**Assignment**. Each line below needs to be returned exactly. Skip any picture.

**Input records**.
+++++
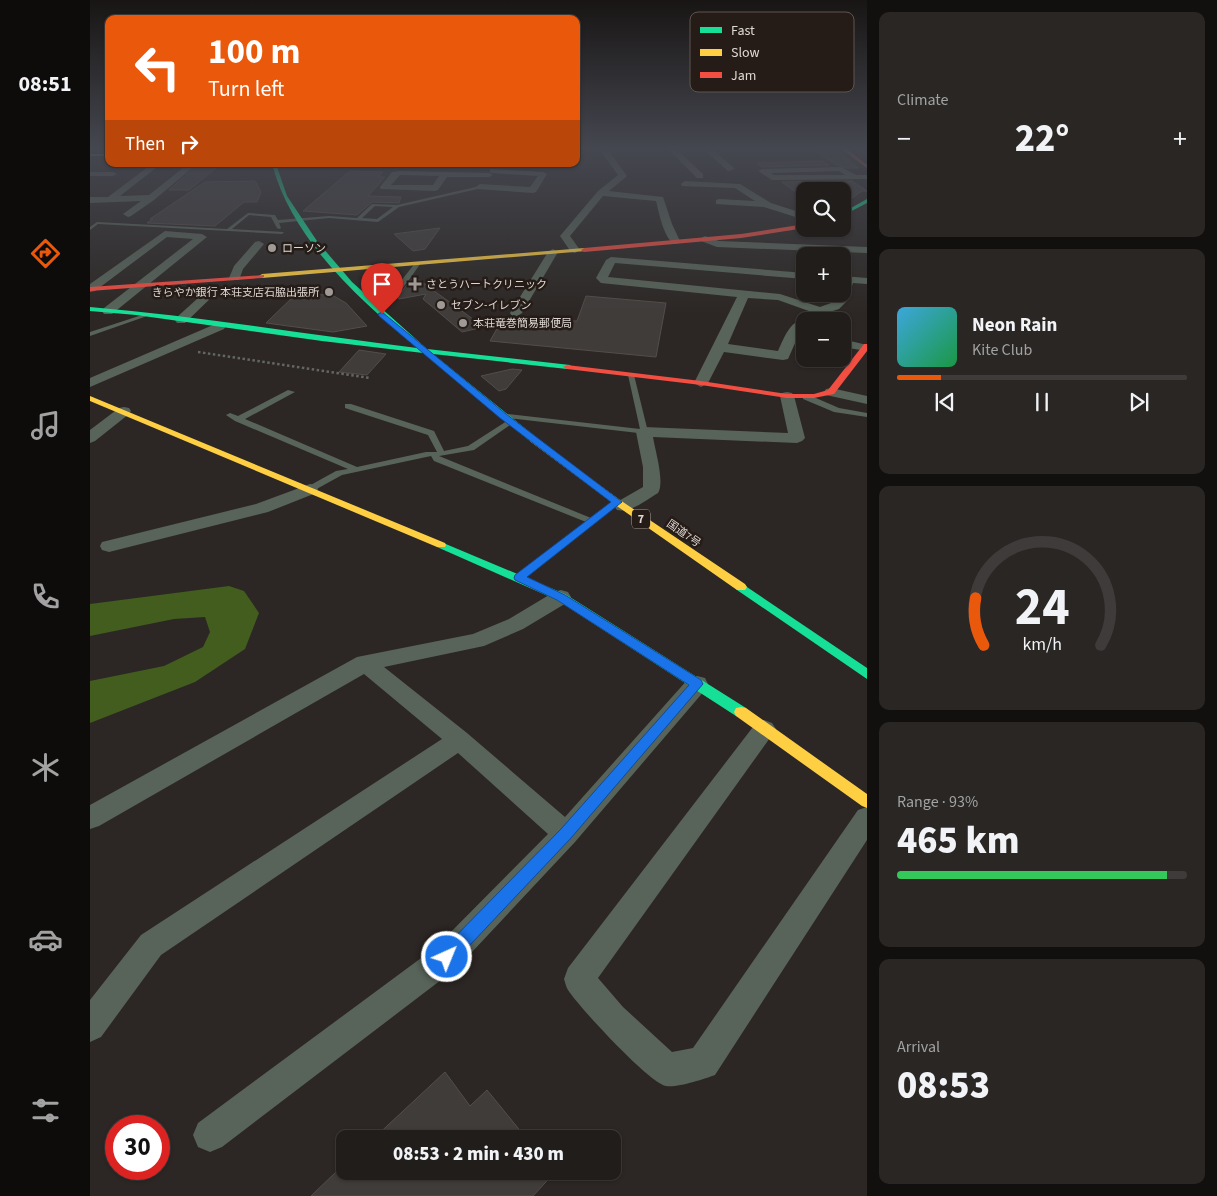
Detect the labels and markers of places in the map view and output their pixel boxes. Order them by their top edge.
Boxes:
place label: ローソン [282,241,326,256]
marker: ローソン [266,242,278,254]
pin [361,263,403,314]
marker: さとうハートクリニック [408,277,422,291]
place label: さとうハートクリニック [426,277,547,292]
place label: きらやか銀行 本荘支店石脇出張所 [152,285,320,300]
marker: きらやか銀行 本荘支店石脇出張所 [323,286,335,298]
place label: セブン-イレブン [451,298,531,313]
marker: セブン-イレブン [435,299,447,311]
place label: 本荘竜巻簡易郵便局 [473,316,572,331]
marker: 本荘竜巻簡易郵便局 [457,317,469,329]

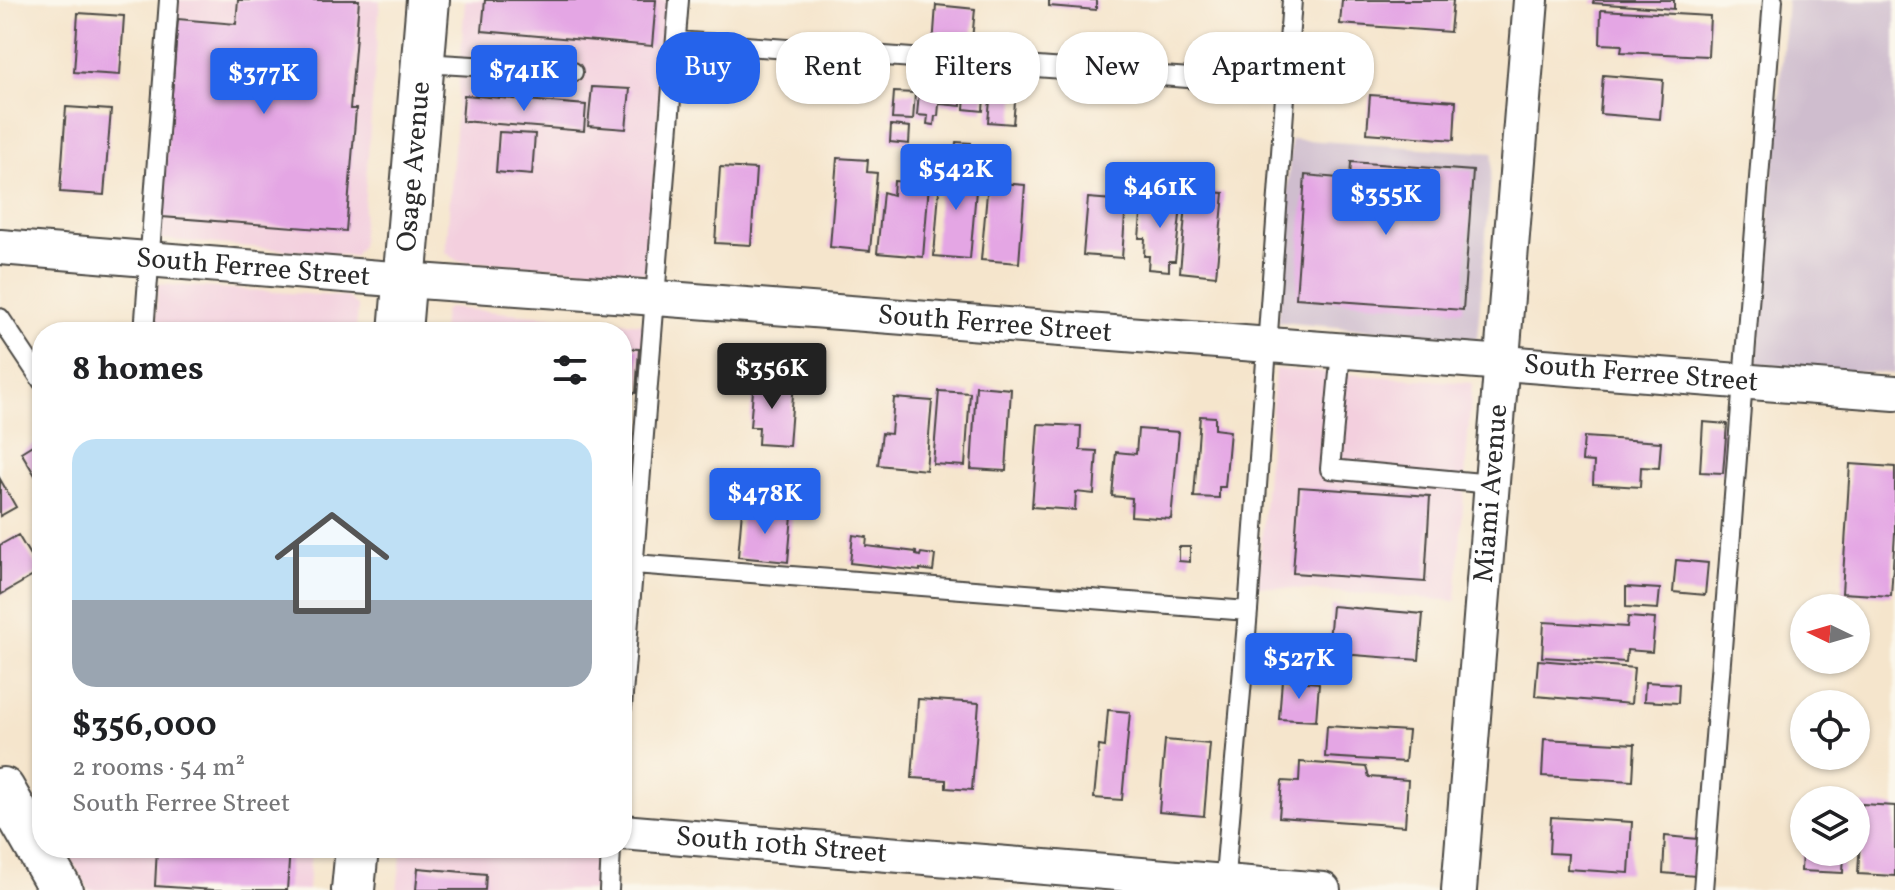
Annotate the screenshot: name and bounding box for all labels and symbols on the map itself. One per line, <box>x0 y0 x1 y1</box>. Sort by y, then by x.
pin: $741K <box>468 45 580 113</box>
pin: $377K <box>208 48 320 116</box>
street label: Osage Avenue <box>387 80 441 254</box>
pin: $542K <box>900 144 1012 212</box>
pin: $461K <box>1104 162 1216 230</box>
pin: $355K <box>1330 169 1442 237</box>
street label: South Ferree Street <box>134 239 372 297</box>
street label: South Ferree Street <box>876 296 1114 352</box>
pin: $356K <box>716 343 828 411</box>
street label: South Ferree Street <box>1522 345 1760 402</box>
street label: Miami Avenue <box>1464 403 1518 584</box>
pin: $478K <box>709 468 821 536</box>
north arrow <box>1790 594 1870 674</box>
pin: $527K <box>1243 633 1355 701</box>
street label: South 10th Street <box>674 817 888 873</box>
+++++
**Final answer**.
Detect the labels and markers of places in the map view and output their pixel boxes. Order them by their top edge.
Boxes:
place label: ローソン [282,241,326,256]
marker: ローソン [266,242,278,254]
pin [361,263,403,314]
marker: さとうハートクリニック [408,277,422,291]
place label: さとうハートクリニック [426,277,547,292]
place label: きらやか銀行 本荘支店石脇出張所 [152,285,320,300]
marker: きらやか銀行 本荘支店石脇出張所 [323,286,335,298]
place label: セブン-イレブン [451,298,531,313]
marker: セブン-イレブン [435,299,447,311]
place label: 本荘竜巻簡易郵便局 [473,316,572,331]
marker: 本荘竜巻簡易郵便局 [457,317,469,329]

Annotate the screenshot: name and bounding box for all labels and symbols on the map itself. One per line, <box>x0 y0 x1 y1</box>. Sort by y, then by x.
pin: $741K <box>468 45 580 113</box>
pin: $377K <box>208 48 320 116</box>
street label: Osage Avenue <box>387 80 441 254</box>
pin: $542K <box>900 144 1012 212</box>
pin: $461K <box>1104 162 1216 230</box>
pin: $355K <box>1330 169 1442 237</box>
street label: South Ferree Street <box>134 239 372 297</box>
street label: South Ferree Street <box>876 296 1114 352</box>
pin: $356K <box>716 343 828 411</box>
street label: South Ferree Street <box>1522 345 1760 402</box>
street label: Miami Avenue <box>1464 403 1518 584</box>
pin: $478K <box>709 468 821 536</box>
north arrow <box>1790 594 1870 674</box>
pin: $527K <box>1243 633 1355 701</box>
street label: South 10th Street <box>674 817 888 873</box>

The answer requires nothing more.